Brief:
Type out the listing below exactly. Pictures stay out of it.

Data shown:
--
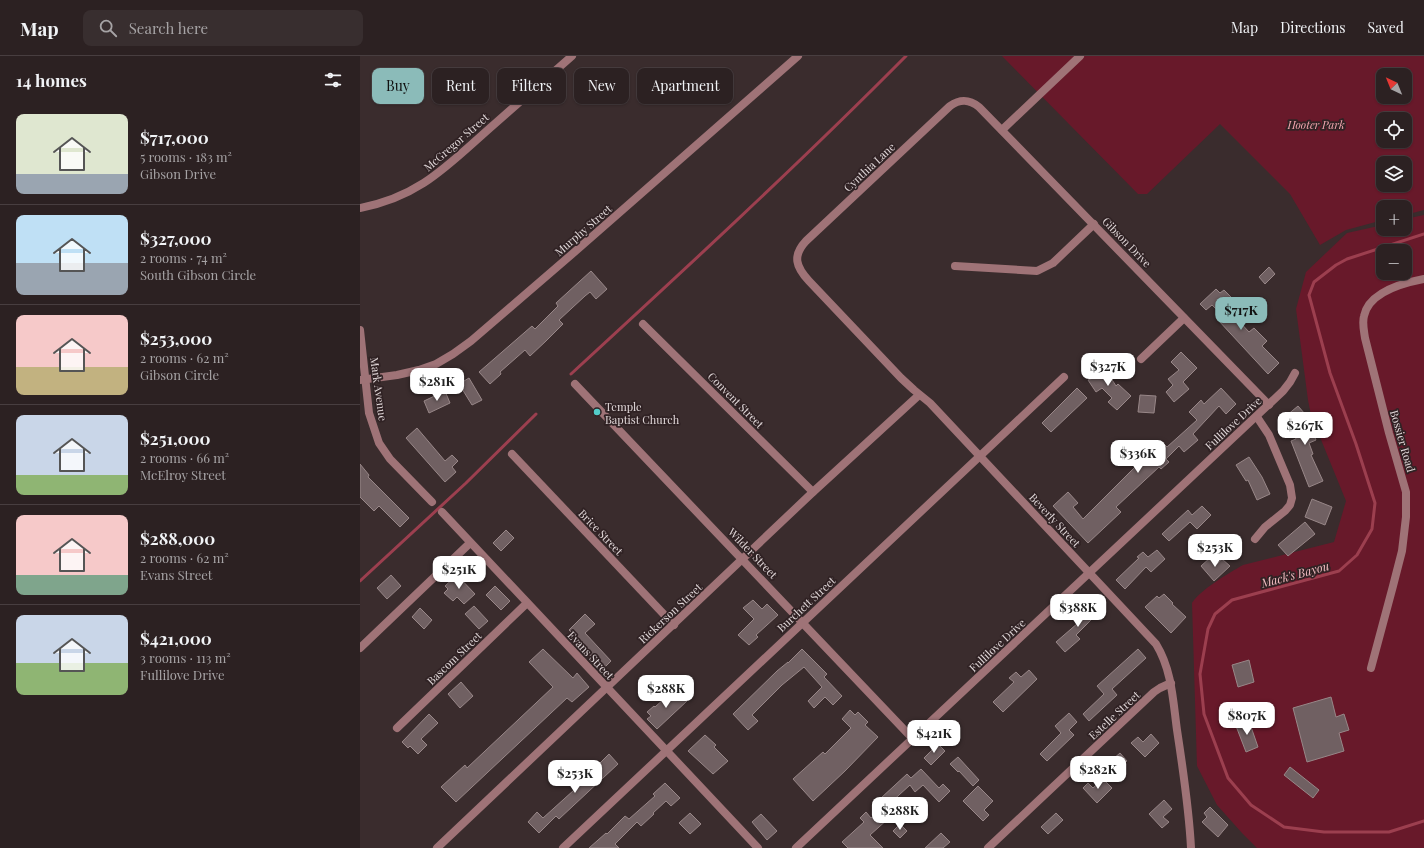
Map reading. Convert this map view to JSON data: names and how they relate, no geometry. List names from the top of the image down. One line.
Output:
{"streets":{"street":["McGregor Street","Cynthia Lane","Murphy Street","Gibson Drive","Mark Avenue","Convent Street","Fullilove Drive","Bossier Road","Beverly Street","Brice Street","Wilder Street","Burchett Street","Rickerson Street","Evans Street","Bascom Street","Estelle Street"]},"crossings":[["Cynthia Lane","Gibson Drive"],["Cynthia Lane","Beverly Street"],["Murphy Street","Mark Avenue"],["Gibson Drive","Fullilove Drive"],["Convent Street","Rickerson Street"],["Fullilove Drive","Beverly Street"],["Fullilove Drive","Wilder Street"],["Beverly Street","Burchett Street"],["Beverly Street","Rickerson Street"],["Beverly Street","Estelle Street"],["Brice Street","Rickerson Street"],["Wilder Street","Burchett Street"],["Wilder Street","Rickerson Street"],["Burchett Street","Evans Street"],["Rickerson Street","Evans Street"],["Evans Street","Bascom Street"]],"water":["Mack's Bayou"],"parks":["Hooter Park"],"places":["Temple Baptist Church"],"north":"top left","page":{"header":"Map","search":"Search here","nav":["Map","Directions","Saved"],"heading":"14 homes","map_buttons":["+","−"],"chip":["Buy","Rent","Filters","New","Apartment"],"list":[{"name":"$717,000","note":"5 rooms · 183 m² · Gibson Drive"},{"name":"$327,000","note":"2 rooms · 74 m² · South Gibson Circle"},{"name":"$253,000","note":"2 rooms · 62 m² · Gibson Circle"},{"name":"$251,000","note":"2 rooms · 66 m² · McElroy Street"},{"name":"$288,000","note":"2 rooms · 62 m² · Evans Street"},{"name":"$421,000","note":"3 rooms · 113 m² · Fullilove Drive"}],"price":["$717K","$327K","$281K","$267K","$336K","$253K","$251K","$388K","$288K","$807K","$421K","$282K","$253K","$288K"]}}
--
Your solution:
Map reading. Convert this map view to JSON data: names and how they relate, no geometry. List names from the top of the image down. One line.
Output:
{"streets":{"street":["McGregor Street","Cynthia Lane","Murphy Street","Gibson Drive","Mark Avenue","Convent Street","Fullilove Drive","Bossier Road","Beverly Street","Brice Street","Wilder Street","Burchett Street","Rickerson Street","Evans Street","Bascom Street","Estelle Street"]},"crossings":[["Cynthia Lane","Gibson Drive"],["Cynthia Lane","Beverly Street"],["Murphy Street","Mark Avenue"],["Gibson Drive","Fullilove Drive"],["Convent Street","Rickerson Street"],["Fullilove Drive","Beverly Street"],["Fullilove Drive","Wilder Street"],["Beverly Street","Burchett Street"],["Beverly Street","Rickerson Street"],["Beverly Street","Estelle Street"],["Brice Street","Rickerson Street"],["Wilder Street","Burchett Street"],["Wilder Street","Rickerson Street"],["Burchett Street","Evans Street"],["Rickerson Street","Evans Street"],["Evans Street","Bascom Street"]],"water":["Mack's Bayou"],"parks":["Hooter Park"],"places":["Temple Baptist Church"],"north":"top left","page":{"header":"Map","search":"Search here","nav":["Map","Directions","Saved"],"heading":"14 homes","map_buttons":["+","−"],"chip":["Buy","Rent","Filters","New","Apartment"],"list":[{"name":"$717,000","note":"5 rooms · 183 m² · Gibson Drive"},{"name":"$327,000","note":"2 rooms · 74 m² · South Gibson Circle"},{"name":"$253,000","note":"2 rooms · 62 m² · Gibson Circle"},{"name":"$251,000","note":"2 rooms · 66 m² · McElroy Street"},{"name":"$288,000","note":"2 rooms · 62 m² · Evans Street"},{"name":"$421,000","note":"3 rooms · 113 m² · Fullilove Drive"}],"price":["$717K","$327K","$281K","$267K","$336K","$253K","$251K","$388K","$288K","$807K","$421K","$282K","$253K","$288K"]}}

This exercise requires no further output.